As Fall/Winter 2019 fashion month marches on, creatives and consumers alike are devouring the inundation of new ideas served to them on the red-hot runway. However, recent trends have proven a nearly unprecedented reality: designers and creators are taking a word of advice from their audience. This advice, unrelenting and resounding, surrounds rigidly gendered fashion that has existed since the dawn of mass marketing. It begs the question: Why does the fashion industry remain so strictly gender-binary?
Many consumers, especially fashion and socially-conscious Millennial and Gen Z-ers, are using their outdoor voices to draw light to the importance of gendered clothing, and designers are beginning to listen. While the world is in constant, progressive metamorphosis, it comes as no surprise that the industry is undergoing an identity-check. While some creatives are completely on board with the genderless fashion movement, other powerhouses remain hesitant to adapt to the issue.
However, the relationship between fashion and gender is not an entirely new concept. Since the early 1900s, androgyny has been commonplace in fashion. As Chanel’s rise to fame in the 1910s coincided with the women’s suffrage movement, the designer used her platform to normalize women’s wearing of pants. It now marks the true genesis of androgynous fashion.
While the idea prevailed, it exists as somewhat of a subtype in fashion, not sparking an exigent movement. However, as this pressing matter evolves, it is clear that designers are hearing the cries of their supporters. Take, for example, Gypsy Sport who, in their recent Fall 2019 ready-to-wear collection, featured models of all gender identities storming the runway, displaying the fierce black lingerie. The designer behind the collection, Rio Uribe, explained his clothing as being designed for no specific gender, stating, “I wanted to prove that truly everybody can wear lingerie.”
Similarly, fashion brand Eckhaus Latta’s recent collection featured models simply wearing functional garments – a for-once refreshing lack of silhouette and colour, simply humans wearing clothing.
Inconsideration for gender is the steam in the engine of the fashion locomotive; it is what will power fashion in its new direction. Important steps have been made to address and respect the issue. In February of 2018, the CFDA added “unisex/non-binary” as a category in the NYFW calendar. (HighSnobiety) While this is definite progress, the genderless fashion movement is founded less on the idea of making clothing without gender, and centers more on the concept of ending the rigid ideas surrounding who should wear what.

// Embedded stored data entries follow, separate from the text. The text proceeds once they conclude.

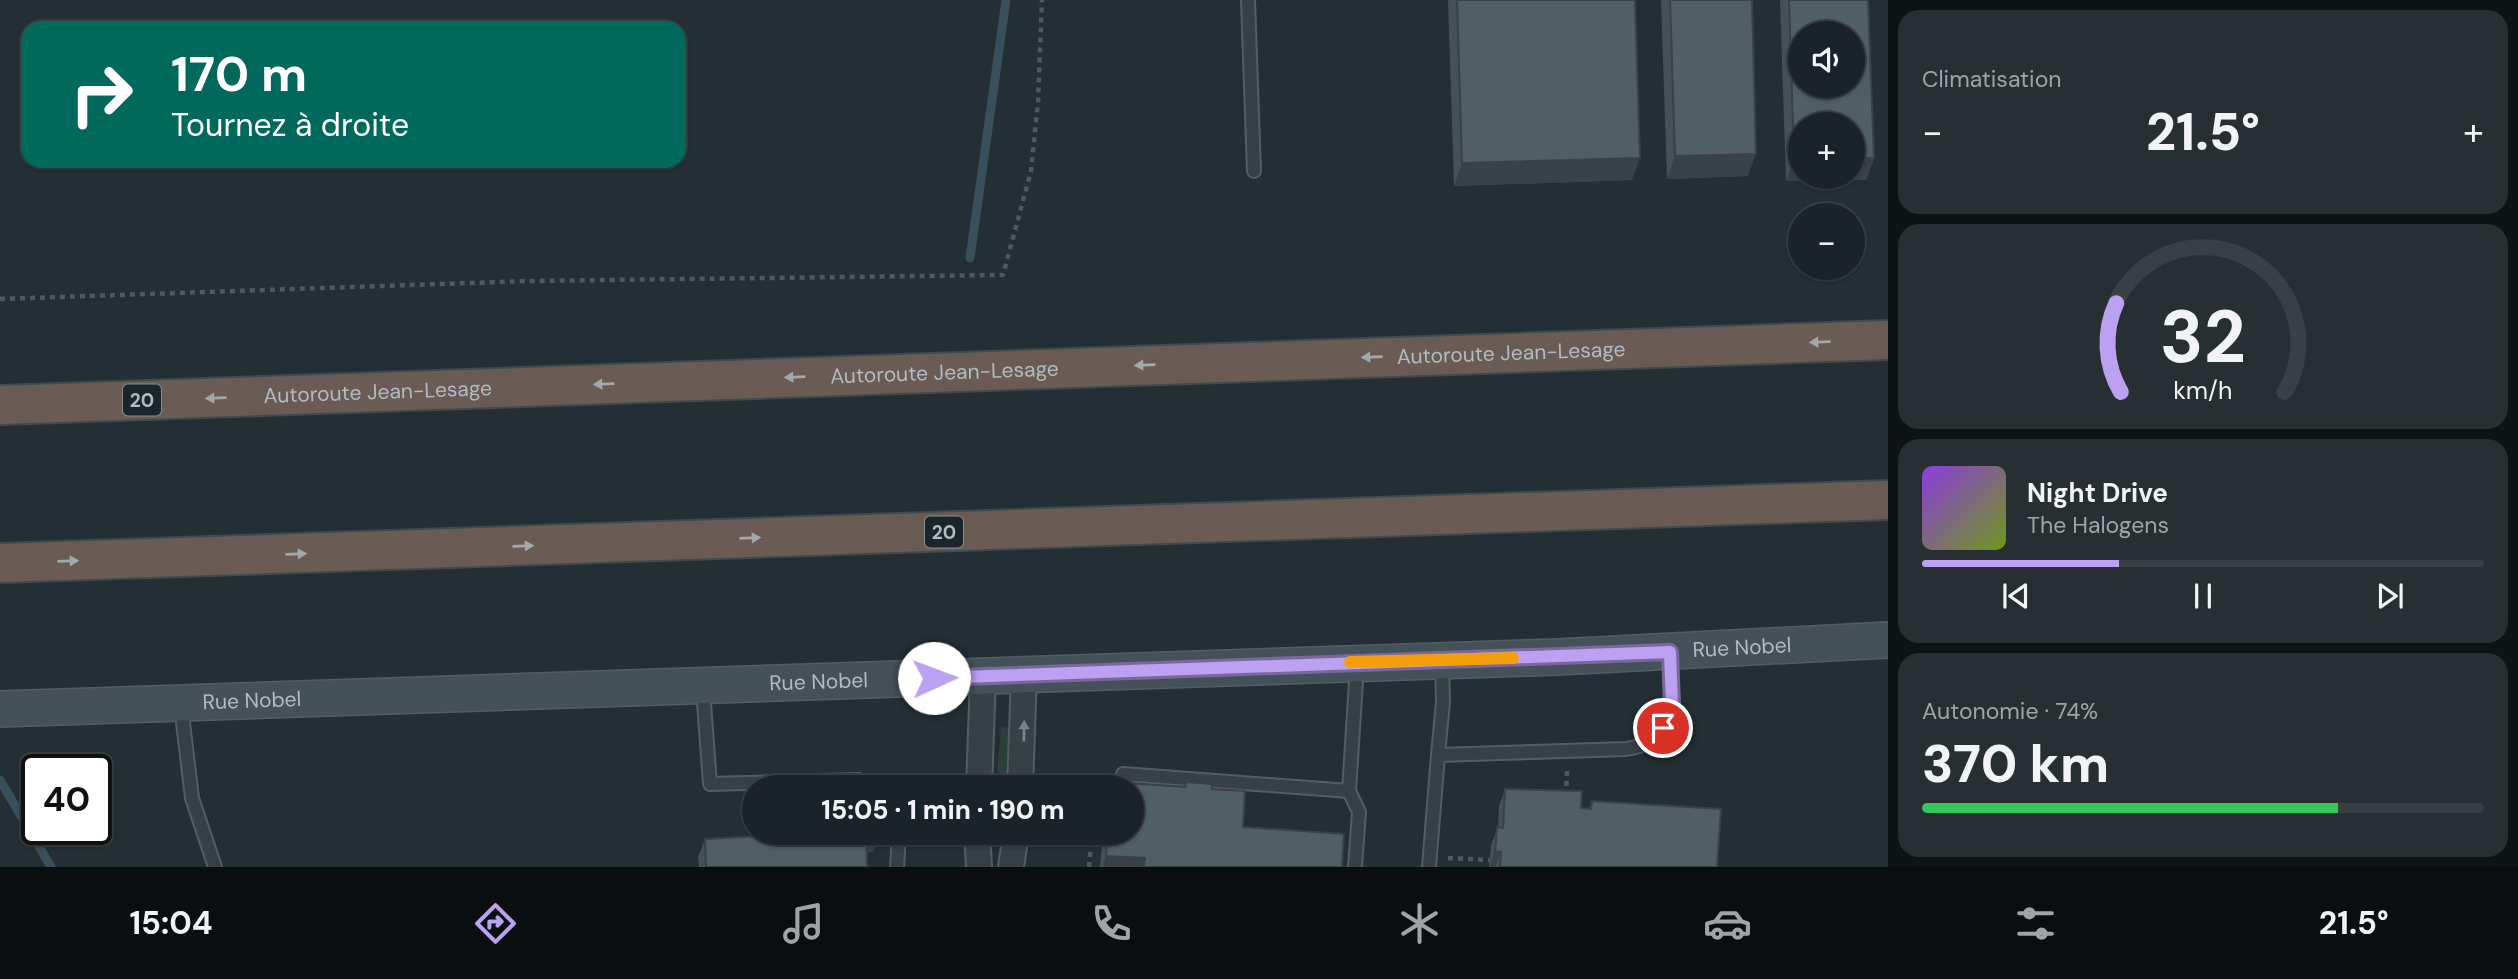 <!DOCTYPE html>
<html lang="fr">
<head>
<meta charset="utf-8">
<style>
	:root { --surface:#1a2327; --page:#272f33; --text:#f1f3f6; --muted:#9fa4a7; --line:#384044; --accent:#bca0f2 }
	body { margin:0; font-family:"DM Sans",sans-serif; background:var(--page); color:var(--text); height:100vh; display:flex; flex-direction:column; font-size:26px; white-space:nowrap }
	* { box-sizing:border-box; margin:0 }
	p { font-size:23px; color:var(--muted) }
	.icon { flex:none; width:38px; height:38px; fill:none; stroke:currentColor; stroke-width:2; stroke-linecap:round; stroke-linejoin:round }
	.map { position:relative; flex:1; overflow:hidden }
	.panel { display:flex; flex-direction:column; gap:10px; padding:10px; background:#0e1315; width:630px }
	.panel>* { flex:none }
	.hud { position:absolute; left:21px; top:21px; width:665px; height:147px; border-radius:21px; box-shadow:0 2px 5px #0004,0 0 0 2px var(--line); background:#00695c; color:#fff; overflow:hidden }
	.buttons { position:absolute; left:1788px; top:21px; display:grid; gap:14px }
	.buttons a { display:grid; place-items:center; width:77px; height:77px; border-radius:50%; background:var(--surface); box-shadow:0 2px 5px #0004,0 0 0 2px var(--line); font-size:35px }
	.speed { position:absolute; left:21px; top:754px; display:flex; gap:14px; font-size:35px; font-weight:700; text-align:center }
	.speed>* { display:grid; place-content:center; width:91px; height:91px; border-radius:50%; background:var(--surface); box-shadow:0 2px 5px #0004,0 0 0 2px var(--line); line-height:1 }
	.speed .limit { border:4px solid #111; border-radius:10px; background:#fff; color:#111 }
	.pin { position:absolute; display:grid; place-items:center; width:60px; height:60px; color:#fff; margin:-30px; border:4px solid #fff; border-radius:50%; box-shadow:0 2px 7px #0007 }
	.me { position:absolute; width:77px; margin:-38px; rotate:88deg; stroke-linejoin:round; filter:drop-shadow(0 0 5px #0008) }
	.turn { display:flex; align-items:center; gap:24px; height:147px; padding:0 35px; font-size:32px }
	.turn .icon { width:91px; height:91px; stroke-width:2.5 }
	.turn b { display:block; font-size:49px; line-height:60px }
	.big { font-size:52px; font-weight:800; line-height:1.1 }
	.panel .card { flex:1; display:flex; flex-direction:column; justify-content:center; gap:10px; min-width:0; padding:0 24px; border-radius:21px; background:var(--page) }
	.panel .dial { align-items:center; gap:0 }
	.dial svg { height:182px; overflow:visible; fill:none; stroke:var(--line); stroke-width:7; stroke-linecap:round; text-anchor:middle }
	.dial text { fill:var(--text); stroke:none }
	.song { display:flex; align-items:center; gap:21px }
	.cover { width:84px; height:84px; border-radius:10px; background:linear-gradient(135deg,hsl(270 70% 55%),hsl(80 70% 35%)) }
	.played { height:7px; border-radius:4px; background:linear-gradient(90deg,var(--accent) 35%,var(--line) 35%) }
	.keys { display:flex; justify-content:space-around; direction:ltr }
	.heat { display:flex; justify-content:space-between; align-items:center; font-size:38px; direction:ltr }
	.charge { height:10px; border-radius:5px; background:linear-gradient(90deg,#34c759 74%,var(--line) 0) }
	.trip { position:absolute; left:742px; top:775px; width:402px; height:70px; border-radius:35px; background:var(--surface); box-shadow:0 2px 5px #0004,0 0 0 2px var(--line); font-weight:800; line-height:70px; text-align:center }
	.tabs { display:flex; height:112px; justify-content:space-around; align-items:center; background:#0a0e10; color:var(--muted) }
	.tabs .icon { width:49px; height:49px }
	.tabs .current { color:var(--accent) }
	.tabs b { font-size:32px; color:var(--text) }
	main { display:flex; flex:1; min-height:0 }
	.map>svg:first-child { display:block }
	.green { fill:#2c3f39 }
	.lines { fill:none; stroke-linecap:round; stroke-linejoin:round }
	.stream { stroke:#394f59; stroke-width:9 }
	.lane-casing { stroke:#535e63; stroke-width:16 }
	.street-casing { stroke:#535e63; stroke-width:28 }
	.secondary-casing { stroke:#535e63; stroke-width:38 }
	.highway-casing { stroke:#404b50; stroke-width:42 }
	.path { stroke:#4b5b59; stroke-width:4.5; stroke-dasharray:5 5; stroke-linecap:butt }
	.lane { stroke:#364045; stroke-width:12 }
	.street { stroke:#364045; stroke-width:24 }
	.secondary { stroke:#455158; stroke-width:35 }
	.highway { stroke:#6a5c54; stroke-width:38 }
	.wall { fill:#455157 }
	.shaded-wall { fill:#384247 }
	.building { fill:#505e65; stroke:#384247; stroke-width:2; fill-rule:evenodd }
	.oneway { fill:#a2a9ac }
	.oneway2 { fill:#79848a }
	.route-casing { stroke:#7a689d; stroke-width:18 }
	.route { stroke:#bca0f2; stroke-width:12 }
	.slow { stroke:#f59e0b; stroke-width:12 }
	.labels { text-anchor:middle; stroke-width:5; stroke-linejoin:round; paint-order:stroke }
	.shield { fill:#1b252a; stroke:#838f94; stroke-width:2 }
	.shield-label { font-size:19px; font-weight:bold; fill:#b0bcc2 }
	.street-label { font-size:21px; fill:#b0bcc2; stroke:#1b252a }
</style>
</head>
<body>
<main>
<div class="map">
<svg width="1888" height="867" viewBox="0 0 1888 867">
	<rect width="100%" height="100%" fill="#232f34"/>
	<path class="green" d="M1001,727L1012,728L1007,787L996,788Z"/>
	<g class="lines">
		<path class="stream" d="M970,258L1006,0
			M0,780L51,867"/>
		<defs>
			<path id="lane" d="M1248,0L1254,171
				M1442,665L1443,702L1438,755L1626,749C1680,742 1672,693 1670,652
				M703,689L710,784L859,780L874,788
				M181,706L192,798L215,867
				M1123,774L1349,791L1357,666
				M1349,791L1359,812L1355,867
				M897,867L899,833
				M1429,867L1438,755"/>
			<path id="street" d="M979,788L983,676
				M1020,788L1024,674
				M977,833L979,867
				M1011,867L1016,833"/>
			<g id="secondary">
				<path id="s1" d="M0,709L1558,657L1888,640"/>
			</g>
			<g id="highway">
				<path id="s2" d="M0,405L1888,340"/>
				<path d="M0,563L1888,500"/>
			</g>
		</defs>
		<use href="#lane" class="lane-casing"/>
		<use href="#street" class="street-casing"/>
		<use href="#secondary" class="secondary-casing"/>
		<use href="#highway" class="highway-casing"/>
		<path class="path" d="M0,299L528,281L1003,275L1031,171L1038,103L1042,0
			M1566,796L1567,770
			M1448,858L1490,860
			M1089,867L1092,833"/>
		<use href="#lane" class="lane"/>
		<use href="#street" class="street"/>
		<use href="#secondary" class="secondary"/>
		<use href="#highway" class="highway"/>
	</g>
	<path class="wall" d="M1448,0H1635L1632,180L1454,186Z
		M1661,0H1752L1748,176L1667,179Z
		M1780,0H1868L1874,158L1866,180L1786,181Z
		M1111,782L1184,787L1186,782L1212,789L1243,827L1342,867H1100L1103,833H1132V788H1109Z
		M1505,789L1581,808L1589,809L1592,801L1717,867H1489L1491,845L1498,827L1499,806Z
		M778,833H880L873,852H867V867H699L698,857L705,839L778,835Z"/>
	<path class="shaded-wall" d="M1756,154L1748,176L1667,179L1675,156Z
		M1640,158L1632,180L1454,186L1462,163Z
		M1853,158H1874L1866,180L1786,181L1794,159H1801V177H1853Z
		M880,834L873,852L860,853L866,835Z
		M1495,851L1501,852L1495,867H1490Z
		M1106,856L1145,858L1142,867H1102Z"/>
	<path class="building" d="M1457,0H1635L1640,158L1462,163Z
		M1670,0H1752L1756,154L1675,156Z
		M1789,0H1868L1874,158H1853V124H1801V159H1794ZM1801,33H1853V86H1801Z
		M1111,782L1185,787L1186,782L1212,784V789L1245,791L1243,827L1344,834L1342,867H1144L1145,858L1106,856L1108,833H1132V788H1111Z
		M1505,789L1582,791L1581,808L1591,809L1592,801L1721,809L1717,867H1500L1501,852L1495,851L1496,842L1497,827L1503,828Z
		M785,833H880V834L866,835L867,867H706L705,839L785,835Z"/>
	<defs><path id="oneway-solid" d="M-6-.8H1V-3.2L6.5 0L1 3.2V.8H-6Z" transform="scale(1.75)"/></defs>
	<g class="oneway">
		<use href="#oneway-solid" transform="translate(1820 342) rotate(178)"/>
		<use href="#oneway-solid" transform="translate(1372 357) rotate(178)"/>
		<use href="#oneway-solid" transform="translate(1145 365) rotate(178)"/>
		<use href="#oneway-solid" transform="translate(795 377) rotate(178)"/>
		<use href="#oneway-solid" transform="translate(604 384) rotate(178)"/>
		<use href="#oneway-solid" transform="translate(216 398) rotate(178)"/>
		<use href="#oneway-solid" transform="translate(750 538) rotate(-2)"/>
		<use href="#oneway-solid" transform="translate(523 546) rotate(-2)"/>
		<use href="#oneway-solid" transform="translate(296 554) rotate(-2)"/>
		<use href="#oneway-solid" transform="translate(68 561) rotate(-2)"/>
	</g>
	<use class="oneway2" href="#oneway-solid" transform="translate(1024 731) rotate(-89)"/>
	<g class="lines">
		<defs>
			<path id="route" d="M934,678L1670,652L1672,705L1663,728"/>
		</defs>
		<use href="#route" class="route-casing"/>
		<use href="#route" class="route"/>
		<path class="slow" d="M1350,662L1513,658"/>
	</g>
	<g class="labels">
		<g class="shield">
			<rect x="123" y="384.5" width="38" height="31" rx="5"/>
			<rect x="925" y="516.5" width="38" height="31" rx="5"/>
		</g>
		<g class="shield-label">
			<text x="142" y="407">20</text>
			<text x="944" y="539">20</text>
		</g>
		<g class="street-label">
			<text dy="7" stroke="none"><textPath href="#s2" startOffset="1512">Autoroute Jean-Lesage</textPath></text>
			<text dy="7" stroke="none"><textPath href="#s2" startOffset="945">Autoroute Jean-Lesage</textPath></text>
			<text dy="7" stroke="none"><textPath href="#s2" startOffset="378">Autoroute Jean-Lesage</textPath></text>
			<text dy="7" stroke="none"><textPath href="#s1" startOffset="1743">Rue Nobel</textPath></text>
			<text dy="7" stroke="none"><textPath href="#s1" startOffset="819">Rue Nobel</textPath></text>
			<text dy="7" stroke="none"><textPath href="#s1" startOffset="252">Rue Nobel</textPath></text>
		</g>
	</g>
</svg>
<div class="buttons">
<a><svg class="icon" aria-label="sound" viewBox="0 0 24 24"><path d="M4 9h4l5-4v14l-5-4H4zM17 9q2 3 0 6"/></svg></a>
<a>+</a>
<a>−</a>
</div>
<div class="speed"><div class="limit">40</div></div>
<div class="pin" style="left:1663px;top:728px;background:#d93025"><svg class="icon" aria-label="arrive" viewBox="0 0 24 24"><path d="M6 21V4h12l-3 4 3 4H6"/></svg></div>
<svg class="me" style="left:934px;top:678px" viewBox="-20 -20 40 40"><circle r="19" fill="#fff"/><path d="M0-13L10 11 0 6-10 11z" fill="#bca0f2"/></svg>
<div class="trip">15:05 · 1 min · 190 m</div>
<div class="hud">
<div class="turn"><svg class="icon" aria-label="right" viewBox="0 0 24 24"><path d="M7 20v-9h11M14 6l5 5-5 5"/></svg><div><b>170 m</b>Tournez à droite</div></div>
</div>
</div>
<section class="panel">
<div class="card"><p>Climatisation</p>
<div class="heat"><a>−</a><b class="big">21.5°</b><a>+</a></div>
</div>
<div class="card dial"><svg viewBox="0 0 100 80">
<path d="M14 69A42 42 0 1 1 86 69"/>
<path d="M14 69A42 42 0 0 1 12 30" stroke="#bca0f2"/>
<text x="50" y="56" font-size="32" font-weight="700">32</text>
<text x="50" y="72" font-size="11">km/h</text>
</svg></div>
<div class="card">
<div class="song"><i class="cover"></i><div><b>Night Drive</b><p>The Halogens</p></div></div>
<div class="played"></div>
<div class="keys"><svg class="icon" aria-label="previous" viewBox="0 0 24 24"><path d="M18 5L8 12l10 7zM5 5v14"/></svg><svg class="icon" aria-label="pause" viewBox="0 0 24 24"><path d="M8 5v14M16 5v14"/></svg><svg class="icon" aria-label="next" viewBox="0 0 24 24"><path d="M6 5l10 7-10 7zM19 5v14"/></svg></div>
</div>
<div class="card"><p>Autonomie · 74%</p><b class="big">370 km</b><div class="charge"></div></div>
</section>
</main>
<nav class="tabs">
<b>15:04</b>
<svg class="icon current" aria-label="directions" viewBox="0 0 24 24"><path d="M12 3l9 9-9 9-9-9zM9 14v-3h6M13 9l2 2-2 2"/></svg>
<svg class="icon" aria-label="music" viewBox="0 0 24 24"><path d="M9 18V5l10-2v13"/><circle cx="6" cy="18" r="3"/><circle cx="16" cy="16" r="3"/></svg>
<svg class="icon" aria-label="phone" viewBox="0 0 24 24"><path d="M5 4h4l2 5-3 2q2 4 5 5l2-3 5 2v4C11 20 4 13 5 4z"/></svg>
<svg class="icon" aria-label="climate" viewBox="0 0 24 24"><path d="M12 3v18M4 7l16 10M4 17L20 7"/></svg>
<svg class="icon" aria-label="car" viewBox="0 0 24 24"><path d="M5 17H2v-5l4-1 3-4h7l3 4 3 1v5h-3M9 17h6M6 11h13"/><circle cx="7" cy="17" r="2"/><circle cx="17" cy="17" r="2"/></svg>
<svg class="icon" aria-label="filters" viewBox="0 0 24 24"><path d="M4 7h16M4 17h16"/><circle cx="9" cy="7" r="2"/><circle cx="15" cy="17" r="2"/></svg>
<b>21.5°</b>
</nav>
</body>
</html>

At the end of the day, people will wear what appeals to them, whether or not it be commonly marketed to their identity. It is critical that fashion leaders understand this, that an active change is made to accommodate this. The issue does not exist in the clothing itself – it is the rigid concept of who should be wearing it.
Designers and creatives should consider that, as opposed to changing the clothing, the community must change the mindset surrounding it.